* [What you have to do]
Scan the entries below for the word "index". Copy each line that has it.

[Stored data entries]
========================================

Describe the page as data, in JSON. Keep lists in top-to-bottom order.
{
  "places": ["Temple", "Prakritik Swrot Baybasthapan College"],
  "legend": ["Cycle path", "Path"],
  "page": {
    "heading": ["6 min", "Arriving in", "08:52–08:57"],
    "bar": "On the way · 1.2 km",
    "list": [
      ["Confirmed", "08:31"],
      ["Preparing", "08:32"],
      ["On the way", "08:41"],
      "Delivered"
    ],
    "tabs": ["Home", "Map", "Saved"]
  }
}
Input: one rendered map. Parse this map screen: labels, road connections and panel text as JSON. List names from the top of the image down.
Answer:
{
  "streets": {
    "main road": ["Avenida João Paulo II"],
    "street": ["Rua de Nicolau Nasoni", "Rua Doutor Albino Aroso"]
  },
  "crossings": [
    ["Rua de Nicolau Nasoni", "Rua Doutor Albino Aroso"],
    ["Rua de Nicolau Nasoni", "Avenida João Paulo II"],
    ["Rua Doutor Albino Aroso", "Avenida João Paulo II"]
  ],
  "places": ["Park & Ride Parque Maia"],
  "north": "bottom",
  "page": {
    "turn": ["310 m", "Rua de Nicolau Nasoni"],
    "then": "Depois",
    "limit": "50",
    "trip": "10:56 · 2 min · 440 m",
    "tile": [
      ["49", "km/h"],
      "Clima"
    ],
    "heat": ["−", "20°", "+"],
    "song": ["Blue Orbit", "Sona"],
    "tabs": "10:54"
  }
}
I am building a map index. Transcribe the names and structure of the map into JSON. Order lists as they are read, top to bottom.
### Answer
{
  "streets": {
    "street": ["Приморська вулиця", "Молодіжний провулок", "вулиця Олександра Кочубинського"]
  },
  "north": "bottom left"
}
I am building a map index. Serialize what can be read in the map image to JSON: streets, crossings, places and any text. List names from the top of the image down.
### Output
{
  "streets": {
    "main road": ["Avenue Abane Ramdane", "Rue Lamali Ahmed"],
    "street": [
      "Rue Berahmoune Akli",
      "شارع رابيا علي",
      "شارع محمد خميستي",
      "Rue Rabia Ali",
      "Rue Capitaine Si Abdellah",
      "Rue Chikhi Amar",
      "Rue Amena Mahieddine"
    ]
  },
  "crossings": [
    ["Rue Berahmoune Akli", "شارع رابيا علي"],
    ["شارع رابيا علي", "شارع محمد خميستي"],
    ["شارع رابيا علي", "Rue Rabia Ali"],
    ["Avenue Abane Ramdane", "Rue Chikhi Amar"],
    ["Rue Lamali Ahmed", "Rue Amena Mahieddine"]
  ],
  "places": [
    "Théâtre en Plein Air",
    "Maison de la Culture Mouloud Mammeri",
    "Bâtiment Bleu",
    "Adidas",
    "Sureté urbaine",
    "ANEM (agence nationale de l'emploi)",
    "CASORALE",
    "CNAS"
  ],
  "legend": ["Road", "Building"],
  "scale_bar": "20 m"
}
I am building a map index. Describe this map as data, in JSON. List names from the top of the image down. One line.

========================================

* [Result for this exercise]
I am building a map index. Transcribe the names and structure of the map into JSON. Order lists as they are read, top to bottom.
I am building a map index. Serialize what can be read in the map image to JSON: streets, crossings, places and any text. List names from the top of the image down.
I am building a map index. Describe this map as data, in JSON. List names from the top of the image down. One line.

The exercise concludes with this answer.